*Try it*. Keep to one stretch of the data below, the lines from the one with "M644,290H695V371H644Z" up to and including the one with "M180,671H232V744H180Z", and return that stretch exactly.

*Information provided*.
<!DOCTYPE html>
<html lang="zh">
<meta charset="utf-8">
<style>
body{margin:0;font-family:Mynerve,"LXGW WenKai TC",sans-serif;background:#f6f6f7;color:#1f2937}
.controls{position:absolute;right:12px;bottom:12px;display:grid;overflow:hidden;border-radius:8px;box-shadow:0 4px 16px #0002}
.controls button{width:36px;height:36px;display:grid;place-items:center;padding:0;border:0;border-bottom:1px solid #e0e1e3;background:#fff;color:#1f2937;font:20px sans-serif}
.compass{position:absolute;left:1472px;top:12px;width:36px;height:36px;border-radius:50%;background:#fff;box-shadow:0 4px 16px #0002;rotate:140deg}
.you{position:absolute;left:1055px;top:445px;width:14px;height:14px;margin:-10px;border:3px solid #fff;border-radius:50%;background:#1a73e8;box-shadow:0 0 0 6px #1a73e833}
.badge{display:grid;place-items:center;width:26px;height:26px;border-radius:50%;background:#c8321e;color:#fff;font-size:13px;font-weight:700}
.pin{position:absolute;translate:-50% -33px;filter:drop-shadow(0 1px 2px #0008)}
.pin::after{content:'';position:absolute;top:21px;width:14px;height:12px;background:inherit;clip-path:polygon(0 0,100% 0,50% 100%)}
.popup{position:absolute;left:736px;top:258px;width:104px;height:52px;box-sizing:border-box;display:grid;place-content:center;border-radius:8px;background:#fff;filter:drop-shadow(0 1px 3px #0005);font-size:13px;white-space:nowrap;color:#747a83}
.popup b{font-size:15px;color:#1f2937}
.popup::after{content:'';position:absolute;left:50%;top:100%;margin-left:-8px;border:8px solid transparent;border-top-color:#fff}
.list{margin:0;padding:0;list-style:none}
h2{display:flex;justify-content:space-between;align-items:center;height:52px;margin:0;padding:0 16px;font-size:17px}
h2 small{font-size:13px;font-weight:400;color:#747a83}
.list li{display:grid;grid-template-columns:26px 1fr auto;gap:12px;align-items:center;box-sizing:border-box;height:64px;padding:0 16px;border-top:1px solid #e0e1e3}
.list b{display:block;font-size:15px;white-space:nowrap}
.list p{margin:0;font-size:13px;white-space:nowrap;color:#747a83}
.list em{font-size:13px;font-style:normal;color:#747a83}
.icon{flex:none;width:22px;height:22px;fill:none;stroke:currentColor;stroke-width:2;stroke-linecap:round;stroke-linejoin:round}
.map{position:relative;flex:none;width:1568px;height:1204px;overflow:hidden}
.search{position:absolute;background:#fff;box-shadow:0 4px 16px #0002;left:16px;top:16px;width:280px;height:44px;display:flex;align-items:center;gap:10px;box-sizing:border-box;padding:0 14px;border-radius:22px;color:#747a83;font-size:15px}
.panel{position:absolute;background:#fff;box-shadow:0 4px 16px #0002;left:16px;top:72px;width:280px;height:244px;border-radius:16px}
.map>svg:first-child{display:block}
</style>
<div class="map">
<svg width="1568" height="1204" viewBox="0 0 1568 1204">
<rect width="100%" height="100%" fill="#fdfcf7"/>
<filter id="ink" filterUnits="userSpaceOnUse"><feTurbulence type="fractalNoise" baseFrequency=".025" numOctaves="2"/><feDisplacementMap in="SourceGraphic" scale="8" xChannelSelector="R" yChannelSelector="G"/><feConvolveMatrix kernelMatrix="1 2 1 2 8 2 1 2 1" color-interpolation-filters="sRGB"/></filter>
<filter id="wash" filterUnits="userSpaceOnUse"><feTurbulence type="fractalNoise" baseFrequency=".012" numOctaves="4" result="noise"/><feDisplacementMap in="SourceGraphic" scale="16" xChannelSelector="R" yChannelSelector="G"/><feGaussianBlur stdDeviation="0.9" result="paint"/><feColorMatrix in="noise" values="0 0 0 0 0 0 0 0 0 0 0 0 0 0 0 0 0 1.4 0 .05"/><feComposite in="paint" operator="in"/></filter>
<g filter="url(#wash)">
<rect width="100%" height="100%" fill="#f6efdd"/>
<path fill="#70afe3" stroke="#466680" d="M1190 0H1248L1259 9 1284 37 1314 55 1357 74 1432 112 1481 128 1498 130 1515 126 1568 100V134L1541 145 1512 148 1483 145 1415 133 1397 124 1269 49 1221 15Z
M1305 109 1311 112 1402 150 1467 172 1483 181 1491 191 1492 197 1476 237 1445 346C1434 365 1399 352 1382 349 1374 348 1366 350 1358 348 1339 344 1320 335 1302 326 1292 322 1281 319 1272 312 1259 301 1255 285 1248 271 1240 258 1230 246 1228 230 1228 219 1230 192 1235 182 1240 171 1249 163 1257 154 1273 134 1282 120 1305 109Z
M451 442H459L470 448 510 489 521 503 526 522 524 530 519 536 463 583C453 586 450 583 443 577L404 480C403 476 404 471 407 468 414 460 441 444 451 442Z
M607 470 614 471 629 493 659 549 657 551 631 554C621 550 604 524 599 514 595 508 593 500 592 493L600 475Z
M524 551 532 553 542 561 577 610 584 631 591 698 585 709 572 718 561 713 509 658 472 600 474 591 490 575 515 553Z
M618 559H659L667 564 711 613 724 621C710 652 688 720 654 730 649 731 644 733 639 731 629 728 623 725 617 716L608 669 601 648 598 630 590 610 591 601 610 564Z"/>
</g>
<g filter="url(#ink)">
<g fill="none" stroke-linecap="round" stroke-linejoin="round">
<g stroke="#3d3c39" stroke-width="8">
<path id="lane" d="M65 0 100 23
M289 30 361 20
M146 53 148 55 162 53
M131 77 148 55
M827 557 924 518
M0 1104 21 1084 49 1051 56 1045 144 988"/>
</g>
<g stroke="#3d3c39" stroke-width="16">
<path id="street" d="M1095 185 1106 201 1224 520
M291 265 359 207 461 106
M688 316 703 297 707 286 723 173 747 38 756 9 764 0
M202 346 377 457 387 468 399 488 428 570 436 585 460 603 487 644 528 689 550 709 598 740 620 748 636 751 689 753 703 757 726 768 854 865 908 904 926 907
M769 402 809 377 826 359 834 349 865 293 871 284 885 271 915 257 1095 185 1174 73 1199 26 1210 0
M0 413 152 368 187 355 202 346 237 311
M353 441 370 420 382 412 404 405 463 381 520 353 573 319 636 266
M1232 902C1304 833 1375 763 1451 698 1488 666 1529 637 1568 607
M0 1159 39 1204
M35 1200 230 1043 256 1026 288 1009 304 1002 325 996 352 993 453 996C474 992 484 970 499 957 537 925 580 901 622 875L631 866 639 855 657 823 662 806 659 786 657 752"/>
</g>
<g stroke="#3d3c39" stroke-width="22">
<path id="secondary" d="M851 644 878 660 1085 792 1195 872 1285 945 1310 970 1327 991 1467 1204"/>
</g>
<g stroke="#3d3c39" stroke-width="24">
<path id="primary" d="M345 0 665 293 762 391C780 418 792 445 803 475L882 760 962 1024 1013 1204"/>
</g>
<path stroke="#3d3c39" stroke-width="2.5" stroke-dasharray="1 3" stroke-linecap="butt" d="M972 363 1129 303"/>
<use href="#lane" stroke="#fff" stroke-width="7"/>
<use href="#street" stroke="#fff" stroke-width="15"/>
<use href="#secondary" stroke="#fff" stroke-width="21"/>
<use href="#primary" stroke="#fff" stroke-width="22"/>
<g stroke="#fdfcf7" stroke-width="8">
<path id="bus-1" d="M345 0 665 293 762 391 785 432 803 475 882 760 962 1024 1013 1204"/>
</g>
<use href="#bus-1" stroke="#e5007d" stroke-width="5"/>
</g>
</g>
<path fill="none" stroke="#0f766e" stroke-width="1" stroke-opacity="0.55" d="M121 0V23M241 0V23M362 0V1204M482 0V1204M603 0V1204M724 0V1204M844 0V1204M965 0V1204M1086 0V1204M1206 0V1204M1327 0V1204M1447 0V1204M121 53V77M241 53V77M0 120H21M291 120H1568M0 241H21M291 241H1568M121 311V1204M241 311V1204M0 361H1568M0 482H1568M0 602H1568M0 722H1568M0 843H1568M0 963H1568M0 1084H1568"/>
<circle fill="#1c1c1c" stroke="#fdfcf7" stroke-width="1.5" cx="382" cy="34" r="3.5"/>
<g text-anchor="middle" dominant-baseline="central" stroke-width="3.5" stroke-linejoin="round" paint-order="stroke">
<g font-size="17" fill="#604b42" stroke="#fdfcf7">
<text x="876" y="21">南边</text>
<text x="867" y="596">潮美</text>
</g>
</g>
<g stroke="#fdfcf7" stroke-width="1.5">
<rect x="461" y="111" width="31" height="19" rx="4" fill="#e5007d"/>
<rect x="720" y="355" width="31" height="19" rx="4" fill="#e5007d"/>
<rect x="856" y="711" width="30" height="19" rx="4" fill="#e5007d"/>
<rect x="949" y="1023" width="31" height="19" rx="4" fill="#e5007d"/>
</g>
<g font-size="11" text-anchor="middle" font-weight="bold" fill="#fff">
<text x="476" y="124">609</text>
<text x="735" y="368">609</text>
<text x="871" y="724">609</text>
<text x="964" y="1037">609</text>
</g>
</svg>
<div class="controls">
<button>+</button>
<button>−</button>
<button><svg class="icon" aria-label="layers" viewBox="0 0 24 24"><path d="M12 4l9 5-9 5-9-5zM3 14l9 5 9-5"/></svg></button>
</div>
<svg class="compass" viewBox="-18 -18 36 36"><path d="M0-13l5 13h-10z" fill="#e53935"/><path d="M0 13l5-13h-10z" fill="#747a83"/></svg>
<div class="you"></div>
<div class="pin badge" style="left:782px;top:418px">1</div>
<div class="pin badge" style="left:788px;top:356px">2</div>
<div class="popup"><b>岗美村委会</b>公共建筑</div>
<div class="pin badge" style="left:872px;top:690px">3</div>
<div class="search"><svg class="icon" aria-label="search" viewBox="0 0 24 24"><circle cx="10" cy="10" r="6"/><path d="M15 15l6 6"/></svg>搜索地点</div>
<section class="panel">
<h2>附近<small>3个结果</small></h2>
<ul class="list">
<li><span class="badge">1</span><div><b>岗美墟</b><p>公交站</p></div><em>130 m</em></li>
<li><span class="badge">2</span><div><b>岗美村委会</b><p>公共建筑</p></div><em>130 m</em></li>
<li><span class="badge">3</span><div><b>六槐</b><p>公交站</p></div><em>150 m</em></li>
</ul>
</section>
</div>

==

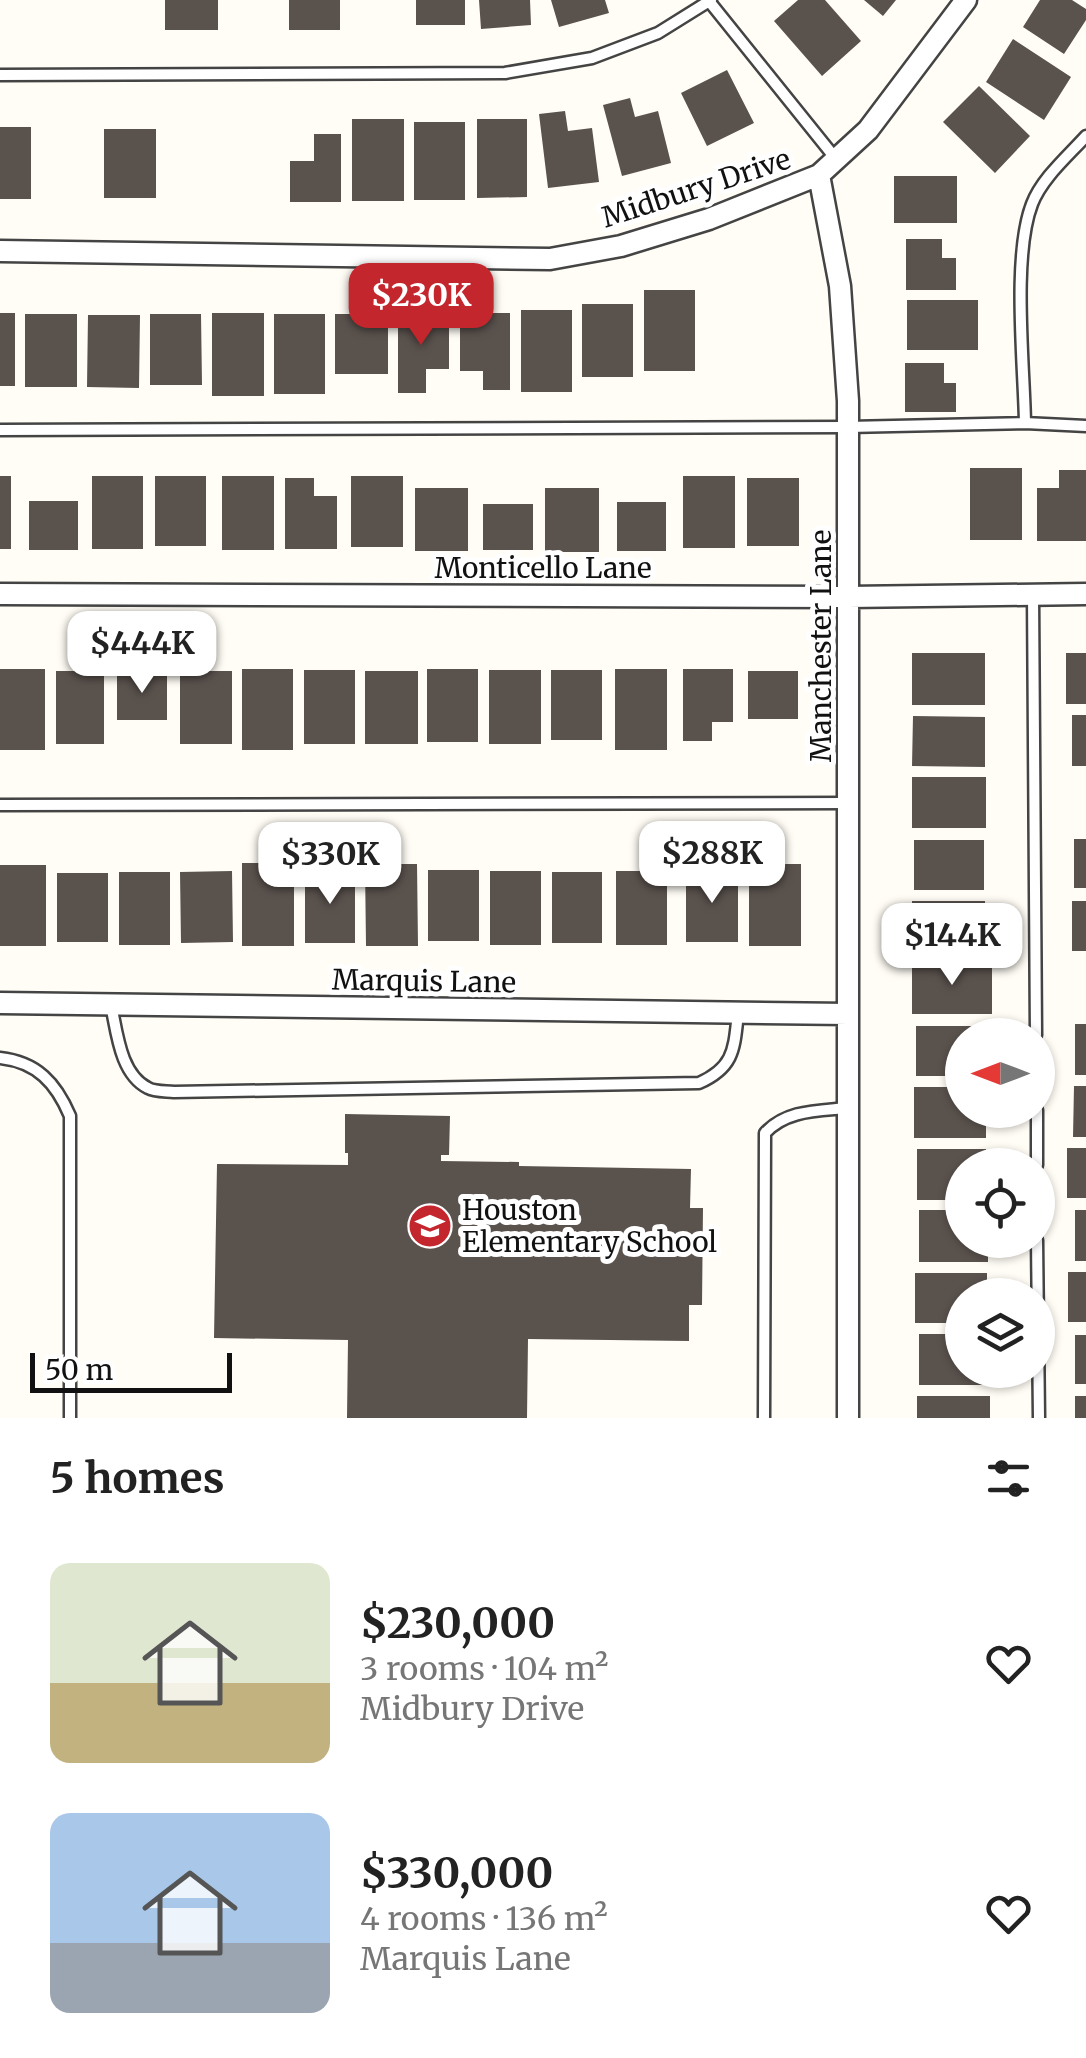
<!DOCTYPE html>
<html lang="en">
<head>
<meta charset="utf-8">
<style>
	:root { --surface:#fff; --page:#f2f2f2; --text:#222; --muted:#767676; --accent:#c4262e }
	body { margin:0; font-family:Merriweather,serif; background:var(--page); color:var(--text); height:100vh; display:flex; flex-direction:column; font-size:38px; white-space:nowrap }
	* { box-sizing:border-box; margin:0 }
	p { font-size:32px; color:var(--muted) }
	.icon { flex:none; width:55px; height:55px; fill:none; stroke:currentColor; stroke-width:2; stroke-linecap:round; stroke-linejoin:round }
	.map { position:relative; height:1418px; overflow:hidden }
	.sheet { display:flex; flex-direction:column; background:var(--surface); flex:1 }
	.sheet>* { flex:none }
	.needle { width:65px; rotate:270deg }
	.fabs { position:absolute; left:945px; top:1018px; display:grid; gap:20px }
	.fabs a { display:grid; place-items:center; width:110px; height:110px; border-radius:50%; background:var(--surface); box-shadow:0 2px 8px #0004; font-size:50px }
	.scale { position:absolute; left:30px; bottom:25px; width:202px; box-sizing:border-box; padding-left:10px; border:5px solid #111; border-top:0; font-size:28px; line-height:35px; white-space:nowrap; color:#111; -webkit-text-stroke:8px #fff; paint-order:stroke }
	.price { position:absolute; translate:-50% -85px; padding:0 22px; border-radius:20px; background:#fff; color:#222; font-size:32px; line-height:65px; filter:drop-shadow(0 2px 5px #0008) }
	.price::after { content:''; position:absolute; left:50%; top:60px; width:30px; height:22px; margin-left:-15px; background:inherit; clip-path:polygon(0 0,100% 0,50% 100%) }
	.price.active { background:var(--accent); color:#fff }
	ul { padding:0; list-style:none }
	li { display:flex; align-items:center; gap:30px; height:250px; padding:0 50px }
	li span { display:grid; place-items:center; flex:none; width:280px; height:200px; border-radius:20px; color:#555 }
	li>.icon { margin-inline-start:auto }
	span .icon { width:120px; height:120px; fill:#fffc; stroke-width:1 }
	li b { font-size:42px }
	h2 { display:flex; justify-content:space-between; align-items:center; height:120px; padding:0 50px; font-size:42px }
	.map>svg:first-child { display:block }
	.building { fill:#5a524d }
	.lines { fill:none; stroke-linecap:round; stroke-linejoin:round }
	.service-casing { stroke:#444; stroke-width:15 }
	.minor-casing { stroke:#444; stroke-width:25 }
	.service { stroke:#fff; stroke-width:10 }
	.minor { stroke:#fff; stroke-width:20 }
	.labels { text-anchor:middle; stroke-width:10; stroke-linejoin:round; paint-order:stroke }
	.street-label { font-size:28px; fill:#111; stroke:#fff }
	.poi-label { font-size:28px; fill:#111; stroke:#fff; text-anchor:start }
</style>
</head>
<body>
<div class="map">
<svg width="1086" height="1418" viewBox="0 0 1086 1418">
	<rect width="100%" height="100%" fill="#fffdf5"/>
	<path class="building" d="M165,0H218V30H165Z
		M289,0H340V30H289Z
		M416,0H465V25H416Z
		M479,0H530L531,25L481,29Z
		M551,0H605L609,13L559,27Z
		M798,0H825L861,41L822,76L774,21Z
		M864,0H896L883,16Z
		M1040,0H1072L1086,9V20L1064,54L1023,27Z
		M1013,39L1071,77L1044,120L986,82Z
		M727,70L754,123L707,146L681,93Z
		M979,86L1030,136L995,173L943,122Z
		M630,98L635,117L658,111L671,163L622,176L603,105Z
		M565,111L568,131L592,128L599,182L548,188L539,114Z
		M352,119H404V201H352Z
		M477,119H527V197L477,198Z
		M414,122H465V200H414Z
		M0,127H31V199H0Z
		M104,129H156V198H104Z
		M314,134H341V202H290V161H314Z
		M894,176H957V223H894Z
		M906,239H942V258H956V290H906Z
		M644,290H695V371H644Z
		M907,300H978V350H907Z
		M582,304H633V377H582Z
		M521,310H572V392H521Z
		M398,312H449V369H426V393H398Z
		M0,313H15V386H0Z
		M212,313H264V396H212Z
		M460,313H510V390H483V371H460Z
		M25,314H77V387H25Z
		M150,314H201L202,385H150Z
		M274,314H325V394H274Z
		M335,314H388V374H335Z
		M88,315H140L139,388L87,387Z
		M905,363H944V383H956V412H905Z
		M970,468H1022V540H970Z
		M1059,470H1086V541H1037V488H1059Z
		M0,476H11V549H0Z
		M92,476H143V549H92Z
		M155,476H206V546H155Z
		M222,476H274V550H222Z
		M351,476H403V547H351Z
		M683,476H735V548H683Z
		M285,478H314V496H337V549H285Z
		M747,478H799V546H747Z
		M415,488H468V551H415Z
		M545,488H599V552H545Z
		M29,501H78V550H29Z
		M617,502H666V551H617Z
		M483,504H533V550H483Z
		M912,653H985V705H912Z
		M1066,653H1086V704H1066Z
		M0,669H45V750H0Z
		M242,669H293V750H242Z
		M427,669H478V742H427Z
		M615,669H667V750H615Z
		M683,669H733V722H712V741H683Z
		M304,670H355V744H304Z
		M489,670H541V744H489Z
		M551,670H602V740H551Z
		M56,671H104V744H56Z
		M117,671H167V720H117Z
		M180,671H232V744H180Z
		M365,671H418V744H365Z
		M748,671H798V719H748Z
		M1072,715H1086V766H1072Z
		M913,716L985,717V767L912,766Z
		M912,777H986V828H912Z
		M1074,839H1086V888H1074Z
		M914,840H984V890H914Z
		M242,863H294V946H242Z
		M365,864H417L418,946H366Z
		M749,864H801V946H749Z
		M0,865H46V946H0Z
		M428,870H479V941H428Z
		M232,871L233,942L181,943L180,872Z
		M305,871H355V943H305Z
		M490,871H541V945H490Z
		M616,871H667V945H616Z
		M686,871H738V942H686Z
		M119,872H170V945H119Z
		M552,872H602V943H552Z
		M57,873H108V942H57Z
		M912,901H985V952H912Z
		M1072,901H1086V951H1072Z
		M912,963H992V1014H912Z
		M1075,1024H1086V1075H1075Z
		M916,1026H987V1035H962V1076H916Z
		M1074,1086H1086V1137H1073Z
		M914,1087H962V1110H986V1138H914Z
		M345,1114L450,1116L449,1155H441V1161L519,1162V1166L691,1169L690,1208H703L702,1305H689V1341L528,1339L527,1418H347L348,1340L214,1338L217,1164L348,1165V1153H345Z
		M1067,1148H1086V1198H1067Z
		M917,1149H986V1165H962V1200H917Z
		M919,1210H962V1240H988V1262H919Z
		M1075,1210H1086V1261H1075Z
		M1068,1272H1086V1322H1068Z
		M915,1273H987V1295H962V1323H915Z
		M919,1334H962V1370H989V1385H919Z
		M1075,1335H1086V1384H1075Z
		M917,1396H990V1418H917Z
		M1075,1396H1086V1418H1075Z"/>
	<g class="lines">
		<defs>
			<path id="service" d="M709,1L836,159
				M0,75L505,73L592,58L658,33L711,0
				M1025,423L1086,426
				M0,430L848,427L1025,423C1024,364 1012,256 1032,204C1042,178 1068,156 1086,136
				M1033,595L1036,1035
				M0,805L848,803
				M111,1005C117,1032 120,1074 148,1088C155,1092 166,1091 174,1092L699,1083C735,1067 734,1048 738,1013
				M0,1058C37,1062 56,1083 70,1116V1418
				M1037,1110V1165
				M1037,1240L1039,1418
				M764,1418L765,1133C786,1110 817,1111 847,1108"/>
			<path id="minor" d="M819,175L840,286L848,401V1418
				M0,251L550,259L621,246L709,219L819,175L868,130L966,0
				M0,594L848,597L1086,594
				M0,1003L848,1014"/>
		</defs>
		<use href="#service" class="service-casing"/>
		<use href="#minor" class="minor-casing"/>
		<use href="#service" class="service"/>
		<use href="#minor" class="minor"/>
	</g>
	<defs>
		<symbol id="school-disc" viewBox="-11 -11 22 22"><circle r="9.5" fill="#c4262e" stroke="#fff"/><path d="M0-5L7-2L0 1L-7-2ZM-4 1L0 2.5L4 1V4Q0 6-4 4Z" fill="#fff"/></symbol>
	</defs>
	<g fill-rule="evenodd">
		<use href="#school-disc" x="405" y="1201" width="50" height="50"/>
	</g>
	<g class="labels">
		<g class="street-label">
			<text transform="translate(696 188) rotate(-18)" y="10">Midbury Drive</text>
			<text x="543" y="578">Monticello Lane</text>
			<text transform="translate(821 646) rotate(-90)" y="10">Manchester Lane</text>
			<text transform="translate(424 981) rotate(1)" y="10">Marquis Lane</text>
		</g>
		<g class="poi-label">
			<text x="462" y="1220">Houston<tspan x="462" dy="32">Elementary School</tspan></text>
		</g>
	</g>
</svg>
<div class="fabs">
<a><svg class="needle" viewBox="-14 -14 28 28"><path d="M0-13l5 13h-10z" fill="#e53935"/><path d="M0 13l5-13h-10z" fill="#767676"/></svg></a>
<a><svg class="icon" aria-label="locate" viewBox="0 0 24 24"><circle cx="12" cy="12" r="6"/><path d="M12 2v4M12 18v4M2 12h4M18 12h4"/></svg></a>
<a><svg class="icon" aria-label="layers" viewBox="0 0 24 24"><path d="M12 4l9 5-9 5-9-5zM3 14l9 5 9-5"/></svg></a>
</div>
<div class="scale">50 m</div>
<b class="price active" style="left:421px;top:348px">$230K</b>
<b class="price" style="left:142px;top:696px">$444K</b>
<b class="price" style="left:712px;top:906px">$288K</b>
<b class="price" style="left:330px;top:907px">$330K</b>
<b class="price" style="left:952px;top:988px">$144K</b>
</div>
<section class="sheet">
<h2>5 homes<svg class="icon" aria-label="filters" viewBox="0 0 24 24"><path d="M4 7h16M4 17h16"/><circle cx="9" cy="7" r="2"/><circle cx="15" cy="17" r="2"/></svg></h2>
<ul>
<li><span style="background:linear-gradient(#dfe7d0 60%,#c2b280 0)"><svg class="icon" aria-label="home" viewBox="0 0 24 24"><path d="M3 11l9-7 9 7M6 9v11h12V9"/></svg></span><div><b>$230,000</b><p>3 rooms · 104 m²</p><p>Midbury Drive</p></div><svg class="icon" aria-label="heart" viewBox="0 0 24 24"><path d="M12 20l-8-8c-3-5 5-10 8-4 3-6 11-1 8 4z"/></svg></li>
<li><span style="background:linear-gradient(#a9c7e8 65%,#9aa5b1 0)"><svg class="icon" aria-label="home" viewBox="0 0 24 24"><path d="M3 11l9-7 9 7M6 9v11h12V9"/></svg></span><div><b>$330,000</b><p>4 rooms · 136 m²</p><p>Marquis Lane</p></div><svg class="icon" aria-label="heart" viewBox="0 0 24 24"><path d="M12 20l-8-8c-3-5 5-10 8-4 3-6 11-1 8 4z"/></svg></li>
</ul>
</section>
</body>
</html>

*Finished task*.
		M644,290H695V371H644Z
		M907,300H978V350H907Z
		M582,304H633V377H582Z
		M521,310H572V392H521Z
		M398,312H449V369H426V393H398Z
		M0,313H15V386H0Z
		M212,313H264V396H212Z
		M460,313H510V390H483V371H460Z
		M25,314H77V387H25Z
		M150,314H201L202,385H150Z
		M274,314H325V394H274Z
		M335,314H388V374H335Z
		M88,315H140L139,388L87,387Z
		M905,363H944V383H956V412H905Z
		M970,468H1022V540H970Z
		M1059,470H1086V541H1037V488H1059Z
		M0,476H11V549H0Z
		M92,476H143V549H92Z
		M155,476H206V546H155Z
		M222,476H274V550H222Z
		M351,476H403V547H351Z
		M683,476H735V548H683Z
		M285,478H314V496H337V549H285Z
		M747,478H799V546H747Z
		M415,488H468V551H415Z
		M545,488H599V552H545Z
		M29,501H78V550H29Z
		M617,502H666V551H617Z
		M483,504H533V550H483Z
		M912,653H985V705H912Z
		M1066,653H1086V704H1066Z
		M0,669H45V750H0Z
		M242,669H293V750H242Z
		M427,669H478V742H427Z
		M615,669H667V750H615Z
		M683,669H733V722H712V741H683Z
		M304,670H355V744H304Z
		M489,670H541V744H489Z
		M551,670H602V740H551Z
		M56,671H104V744H56Z
		M117,671H167V720H117Z
		M180,671H232V744H180Z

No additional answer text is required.